Whenever a line in the entries below contains "strong", copy that line.
═════ DATA SHOWN
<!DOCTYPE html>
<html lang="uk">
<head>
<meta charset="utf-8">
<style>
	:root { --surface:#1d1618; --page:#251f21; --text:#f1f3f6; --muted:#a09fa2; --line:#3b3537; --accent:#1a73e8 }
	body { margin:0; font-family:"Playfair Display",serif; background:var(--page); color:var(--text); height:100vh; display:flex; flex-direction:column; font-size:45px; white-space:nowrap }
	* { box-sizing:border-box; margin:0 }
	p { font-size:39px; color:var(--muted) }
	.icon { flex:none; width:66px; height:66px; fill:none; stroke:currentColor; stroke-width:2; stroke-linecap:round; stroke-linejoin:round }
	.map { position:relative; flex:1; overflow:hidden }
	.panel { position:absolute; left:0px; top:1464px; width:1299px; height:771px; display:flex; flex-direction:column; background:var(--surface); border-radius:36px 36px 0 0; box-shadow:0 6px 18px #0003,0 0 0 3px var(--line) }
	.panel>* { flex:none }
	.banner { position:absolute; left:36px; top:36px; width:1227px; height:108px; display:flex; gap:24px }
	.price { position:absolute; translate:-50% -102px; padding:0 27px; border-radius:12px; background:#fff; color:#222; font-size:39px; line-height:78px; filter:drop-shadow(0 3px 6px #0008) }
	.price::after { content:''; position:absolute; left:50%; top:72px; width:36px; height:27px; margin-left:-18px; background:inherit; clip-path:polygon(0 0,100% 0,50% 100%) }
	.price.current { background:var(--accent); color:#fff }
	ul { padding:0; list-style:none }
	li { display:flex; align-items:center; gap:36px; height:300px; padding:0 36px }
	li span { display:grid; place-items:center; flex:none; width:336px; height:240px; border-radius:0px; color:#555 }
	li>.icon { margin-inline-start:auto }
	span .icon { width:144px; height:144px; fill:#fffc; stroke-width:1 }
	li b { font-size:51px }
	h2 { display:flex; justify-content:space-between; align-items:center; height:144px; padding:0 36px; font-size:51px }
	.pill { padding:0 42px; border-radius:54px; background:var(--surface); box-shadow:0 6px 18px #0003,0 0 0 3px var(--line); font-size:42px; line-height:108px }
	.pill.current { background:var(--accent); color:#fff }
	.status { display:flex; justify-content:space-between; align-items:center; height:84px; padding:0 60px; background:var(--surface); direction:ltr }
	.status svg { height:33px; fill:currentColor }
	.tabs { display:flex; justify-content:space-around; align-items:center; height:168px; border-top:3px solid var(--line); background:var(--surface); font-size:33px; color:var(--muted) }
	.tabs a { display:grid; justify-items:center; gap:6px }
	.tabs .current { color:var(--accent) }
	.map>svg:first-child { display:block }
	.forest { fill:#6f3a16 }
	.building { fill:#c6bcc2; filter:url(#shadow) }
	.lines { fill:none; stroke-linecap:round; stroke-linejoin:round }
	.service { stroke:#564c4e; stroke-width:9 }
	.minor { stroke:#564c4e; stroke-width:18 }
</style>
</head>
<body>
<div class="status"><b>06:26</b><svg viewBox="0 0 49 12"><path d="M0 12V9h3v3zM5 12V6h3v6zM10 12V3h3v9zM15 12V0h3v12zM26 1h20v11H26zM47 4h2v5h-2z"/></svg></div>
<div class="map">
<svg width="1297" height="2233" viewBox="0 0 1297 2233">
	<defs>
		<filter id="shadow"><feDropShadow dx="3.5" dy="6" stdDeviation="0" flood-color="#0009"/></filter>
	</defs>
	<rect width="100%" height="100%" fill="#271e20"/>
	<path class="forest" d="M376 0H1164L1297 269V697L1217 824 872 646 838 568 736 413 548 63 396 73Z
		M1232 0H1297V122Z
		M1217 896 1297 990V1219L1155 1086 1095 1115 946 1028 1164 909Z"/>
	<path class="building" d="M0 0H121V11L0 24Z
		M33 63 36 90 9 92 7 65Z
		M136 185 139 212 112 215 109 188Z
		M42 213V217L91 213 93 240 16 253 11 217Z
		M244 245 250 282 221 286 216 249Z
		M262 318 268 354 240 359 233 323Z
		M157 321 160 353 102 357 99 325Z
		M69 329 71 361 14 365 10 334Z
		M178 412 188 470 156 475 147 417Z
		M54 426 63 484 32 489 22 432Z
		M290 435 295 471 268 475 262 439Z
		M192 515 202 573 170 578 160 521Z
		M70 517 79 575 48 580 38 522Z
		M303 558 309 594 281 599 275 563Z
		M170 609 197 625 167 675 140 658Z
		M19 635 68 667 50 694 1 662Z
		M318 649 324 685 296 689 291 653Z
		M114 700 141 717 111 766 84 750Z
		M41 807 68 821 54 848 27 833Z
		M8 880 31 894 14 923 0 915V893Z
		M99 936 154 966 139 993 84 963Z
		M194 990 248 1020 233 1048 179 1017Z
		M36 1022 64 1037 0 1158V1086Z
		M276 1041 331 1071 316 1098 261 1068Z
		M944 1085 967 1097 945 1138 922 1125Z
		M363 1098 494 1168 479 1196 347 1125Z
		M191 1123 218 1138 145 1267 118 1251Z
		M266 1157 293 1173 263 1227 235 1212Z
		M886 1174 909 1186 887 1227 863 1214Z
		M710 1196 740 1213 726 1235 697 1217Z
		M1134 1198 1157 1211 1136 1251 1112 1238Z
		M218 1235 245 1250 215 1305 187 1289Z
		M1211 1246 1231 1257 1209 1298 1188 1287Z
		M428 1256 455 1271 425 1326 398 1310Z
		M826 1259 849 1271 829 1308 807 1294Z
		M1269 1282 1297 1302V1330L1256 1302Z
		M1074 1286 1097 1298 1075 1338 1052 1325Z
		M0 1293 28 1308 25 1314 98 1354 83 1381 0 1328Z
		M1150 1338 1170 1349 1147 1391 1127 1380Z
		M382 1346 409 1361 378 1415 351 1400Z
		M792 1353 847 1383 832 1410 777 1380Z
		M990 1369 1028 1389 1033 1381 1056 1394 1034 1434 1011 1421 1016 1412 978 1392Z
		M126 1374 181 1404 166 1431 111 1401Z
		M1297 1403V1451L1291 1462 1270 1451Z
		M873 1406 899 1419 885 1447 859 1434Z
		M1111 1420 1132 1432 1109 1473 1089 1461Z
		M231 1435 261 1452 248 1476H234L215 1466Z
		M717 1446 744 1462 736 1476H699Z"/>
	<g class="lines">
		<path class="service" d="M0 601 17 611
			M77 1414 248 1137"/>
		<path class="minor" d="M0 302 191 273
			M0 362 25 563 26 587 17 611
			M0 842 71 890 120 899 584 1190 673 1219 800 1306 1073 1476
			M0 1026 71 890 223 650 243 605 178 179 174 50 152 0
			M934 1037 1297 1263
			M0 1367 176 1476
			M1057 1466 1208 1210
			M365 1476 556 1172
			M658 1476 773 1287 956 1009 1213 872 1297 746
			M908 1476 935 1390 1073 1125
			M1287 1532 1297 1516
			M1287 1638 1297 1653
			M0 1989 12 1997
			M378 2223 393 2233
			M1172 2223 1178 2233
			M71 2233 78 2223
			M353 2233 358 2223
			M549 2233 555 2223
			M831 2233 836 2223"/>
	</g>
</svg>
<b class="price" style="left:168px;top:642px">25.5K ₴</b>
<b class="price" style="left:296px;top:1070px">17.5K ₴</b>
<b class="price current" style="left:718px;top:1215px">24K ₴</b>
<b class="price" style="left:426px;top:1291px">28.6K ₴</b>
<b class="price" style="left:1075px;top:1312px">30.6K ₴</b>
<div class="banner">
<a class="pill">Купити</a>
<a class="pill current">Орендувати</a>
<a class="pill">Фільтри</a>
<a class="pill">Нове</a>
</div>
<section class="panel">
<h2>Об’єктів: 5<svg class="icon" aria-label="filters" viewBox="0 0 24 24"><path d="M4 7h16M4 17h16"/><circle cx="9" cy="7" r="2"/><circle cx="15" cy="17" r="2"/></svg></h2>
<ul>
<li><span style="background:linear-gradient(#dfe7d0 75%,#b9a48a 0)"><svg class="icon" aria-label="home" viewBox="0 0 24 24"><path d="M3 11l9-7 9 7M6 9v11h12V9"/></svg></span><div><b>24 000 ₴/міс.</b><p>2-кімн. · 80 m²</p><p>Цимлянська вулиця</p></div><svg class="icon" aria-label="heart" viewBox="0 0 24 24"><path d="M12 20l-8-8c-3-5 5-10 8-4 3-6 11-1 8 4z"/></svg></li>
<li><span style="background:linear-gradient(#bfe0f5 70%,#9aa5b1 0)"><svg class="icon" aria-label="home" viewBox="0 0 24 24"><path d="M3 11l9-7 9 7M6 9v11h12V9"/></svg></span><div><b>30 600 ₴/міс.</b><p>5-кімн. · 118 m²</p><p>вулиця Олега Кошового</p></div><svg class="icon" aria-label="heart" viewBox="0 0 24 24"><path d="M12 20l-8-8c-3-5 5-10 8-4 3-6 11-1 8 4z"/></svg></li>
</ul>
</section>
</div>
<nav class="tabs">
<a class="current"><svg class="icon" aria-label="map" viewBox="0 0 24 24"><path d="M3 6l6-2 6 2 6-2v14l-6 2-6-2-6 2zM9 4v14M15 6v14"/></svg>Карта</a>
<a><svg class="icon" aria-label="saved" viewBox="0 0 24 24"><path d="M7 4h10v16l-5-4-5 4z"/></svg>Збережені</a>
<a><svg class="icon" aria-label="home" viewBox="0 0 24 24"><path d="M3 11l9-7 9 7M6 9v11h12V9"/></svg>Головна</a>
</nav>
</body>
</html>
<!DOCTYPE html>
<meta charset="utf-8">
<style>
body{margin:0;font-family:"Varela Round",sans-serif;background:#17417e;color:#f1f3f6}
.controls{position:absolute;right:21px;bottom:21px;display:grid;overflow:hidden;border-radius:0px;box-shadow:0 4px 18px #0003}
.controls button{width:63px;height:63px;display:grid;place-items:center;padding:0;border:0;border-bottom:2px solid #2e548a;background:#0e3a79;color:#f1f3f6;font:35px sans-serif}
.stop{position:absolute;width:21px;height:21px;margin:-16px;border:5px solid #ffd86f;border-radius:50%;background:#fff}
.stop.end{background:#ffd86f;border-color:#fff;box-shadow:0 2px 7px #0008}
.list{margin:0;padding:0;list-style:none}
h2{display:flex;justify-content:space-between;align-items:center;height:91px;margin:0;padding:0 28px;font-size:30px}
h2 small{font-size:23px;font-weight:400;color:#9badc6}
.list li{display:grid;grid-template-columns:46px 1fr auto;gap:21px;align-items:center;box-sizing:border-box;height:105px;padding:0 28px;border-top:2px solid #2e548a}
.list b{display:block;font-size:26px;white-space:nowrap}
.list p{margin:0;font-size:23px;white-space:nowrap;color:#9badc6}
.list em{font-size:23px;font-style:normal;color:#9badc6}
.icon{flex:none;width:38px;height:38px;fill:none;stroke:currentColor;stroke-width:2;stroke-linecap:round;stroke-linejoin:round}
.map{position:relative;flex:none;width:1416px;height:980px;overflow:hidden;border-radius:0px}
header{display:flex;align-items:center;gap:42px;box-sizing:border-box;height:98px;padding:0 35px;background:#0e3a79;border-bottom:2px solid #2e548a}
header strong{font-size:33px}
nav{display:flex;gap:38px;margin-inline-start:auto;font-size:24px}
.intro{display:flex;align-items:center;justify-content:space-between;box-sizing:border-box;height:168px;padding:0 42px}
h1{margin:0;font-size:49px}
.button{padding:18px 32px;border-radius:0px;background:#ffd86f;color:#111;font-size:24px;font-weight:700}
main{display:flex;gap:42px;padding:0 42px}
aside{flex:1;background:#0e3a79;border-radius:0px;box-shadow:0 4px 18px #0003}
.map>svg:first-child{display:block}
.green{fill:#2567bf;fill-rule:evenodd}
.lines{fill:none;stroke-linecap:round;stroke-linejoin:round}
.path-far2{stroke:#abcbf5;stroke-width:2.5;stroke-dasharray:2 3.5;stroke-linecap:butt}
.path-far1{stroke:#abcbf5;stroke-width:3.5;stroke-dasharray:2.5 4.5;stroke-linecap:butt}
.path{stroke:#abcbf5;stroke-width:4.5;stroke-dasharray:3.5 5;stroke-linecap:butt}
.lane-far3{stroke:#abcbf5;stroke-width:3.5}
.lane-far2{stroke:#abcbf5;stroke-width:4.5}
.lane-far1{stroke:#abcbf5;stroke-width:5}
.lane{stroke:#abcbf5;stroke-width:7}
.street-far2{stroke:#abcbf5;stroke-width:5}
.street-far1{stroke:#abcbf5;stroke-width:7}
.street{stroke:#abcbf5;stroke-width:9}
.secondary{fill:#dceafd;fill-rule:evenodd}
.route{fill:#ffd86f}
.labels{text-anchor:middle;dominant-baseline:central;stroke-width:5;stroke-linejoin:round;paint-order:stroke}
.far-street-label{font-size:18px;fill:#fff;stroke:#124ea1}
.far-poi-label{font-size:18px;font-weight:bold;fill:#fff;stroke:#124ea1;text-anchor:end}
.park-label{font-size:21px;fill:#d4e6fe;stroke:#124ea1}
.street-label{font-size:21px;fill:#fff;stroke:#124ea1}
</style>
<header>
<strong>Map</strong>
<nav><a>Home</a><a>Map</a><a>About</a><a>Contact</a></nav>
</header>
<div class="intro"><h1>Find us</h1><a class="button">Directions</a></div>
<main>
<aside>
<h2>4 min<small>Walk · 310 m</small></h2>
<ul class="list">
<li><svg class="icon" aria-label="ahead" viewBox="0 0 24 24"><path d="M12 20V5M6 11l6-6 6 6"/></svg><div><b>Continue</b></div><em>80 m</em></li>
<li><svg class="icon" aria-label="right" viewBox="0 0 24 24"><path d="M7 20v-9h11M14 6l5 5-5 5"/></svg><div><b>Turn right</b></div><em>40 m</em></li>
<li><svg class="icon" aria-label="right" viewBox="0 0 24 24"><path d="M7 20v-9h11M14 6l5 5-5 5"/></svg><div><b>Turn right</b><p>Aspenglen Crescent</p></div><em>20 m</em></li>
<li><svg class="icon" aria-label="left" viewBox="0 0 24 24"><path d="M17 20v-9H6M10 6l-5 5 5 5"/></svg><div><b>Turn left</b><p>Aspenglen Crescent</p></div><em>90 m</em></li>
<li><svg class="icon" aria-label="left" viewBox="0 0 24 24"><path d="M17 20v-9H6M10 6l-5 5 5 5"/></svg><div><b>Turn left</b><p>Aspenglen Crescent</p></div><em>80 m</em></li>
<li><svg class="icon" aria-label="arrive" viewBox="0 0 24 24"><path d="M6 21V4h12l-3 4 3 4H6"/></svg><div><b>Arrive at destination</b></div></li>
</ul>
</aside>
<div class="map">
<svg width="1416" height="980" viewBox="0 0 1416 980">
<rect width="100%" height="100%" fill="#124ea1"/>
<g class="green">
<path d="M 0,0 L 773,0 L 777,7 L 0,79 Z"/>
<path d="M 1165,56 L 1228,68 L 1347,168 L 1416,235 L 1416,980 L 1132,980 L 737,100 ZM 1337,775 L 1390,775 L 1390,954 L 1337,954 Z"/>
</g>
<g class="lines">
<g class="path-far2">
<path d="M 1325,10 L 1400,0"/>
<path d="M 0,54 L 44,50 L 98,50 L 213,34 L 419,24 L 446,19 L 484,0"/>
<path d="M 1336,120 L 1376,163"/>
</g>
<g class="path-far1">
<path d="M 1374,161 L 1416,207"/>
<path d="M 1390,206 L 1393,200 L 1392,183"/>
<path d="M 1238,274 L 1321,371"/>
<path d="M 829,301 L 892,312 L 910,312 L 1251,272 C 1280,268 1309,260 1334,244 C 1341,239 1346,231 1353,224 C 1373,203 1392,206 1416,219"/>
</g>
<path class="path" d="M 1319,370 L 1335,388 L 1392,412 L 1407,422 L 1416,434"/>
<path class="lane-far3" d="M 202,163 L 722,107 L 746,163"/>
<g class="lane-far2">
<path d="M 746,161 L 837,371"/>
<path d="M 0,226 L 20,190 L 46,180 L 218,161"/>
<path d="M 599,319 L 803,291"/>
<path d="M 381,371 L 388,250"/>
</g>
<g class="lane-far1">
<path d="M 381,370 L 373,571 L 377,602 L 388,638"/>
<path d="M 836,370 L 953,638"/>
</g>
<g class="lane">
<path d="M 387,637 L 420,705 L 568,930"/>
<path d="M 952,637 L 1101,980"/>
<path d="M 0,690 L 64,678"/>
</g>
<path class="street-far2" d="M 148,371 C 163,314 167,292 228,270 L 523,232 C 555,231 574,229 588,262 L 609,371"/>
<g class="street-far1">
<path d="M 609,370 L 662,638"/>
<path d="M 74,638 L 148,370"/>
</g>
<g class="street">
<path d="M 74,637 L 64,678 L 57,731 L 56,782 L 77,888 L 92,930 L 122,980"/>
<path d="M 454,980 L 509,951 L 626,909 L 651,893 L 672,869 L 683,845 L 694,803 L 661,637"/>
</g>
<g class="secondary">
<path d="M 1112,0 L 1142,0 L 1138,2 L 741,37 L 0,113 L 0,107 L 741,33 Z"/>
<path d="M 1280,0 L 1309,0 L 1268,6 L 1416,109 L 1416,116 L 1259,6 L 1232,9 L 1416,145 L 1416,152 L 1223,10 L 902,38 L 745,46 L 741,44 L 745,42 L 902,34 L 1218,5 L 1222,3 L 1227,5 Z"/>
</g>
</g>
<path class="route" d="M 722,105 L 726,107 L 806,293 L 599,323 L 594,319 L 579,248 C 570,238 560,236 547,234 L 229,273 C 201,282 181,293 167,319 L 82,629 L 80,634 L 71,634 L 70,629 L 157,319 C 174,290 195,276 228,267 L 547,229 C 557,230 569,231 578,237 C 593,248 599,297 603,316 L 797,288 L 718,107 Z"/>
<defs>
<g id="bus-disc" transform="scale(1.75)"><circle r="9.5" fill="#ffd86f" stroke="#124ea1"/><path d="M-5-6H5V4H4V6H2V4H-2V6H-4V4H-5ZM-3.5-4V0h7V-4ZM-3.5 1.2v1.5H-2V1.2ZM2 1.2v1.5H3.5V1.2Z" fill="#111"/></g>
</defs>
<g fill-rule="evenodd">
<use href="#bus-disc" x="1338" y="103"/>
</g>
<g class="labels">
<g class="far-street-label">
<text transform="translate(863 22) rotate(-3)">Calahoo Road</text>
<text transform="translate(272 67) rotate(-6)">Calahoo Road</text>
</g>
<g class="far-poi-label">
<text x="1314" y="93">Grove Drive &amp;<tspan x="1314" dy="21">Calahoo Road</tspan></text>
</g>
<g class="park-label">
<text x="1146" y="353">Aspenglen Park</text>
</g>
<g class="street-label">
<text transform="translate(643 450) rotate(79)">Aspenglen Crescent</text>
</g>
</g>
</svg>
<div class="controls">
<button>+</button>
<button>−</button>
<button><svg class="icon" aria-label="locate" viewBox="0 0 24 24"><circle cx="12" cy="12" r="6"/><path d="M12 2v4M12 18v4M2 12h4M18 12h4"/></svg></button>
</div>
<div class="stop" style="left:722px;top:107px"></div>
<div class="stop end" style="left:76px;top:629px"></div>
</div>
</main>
══════════
→ **YOUR RESPONSE**:
header strong{font-size:33px}
<strong>Map</strong>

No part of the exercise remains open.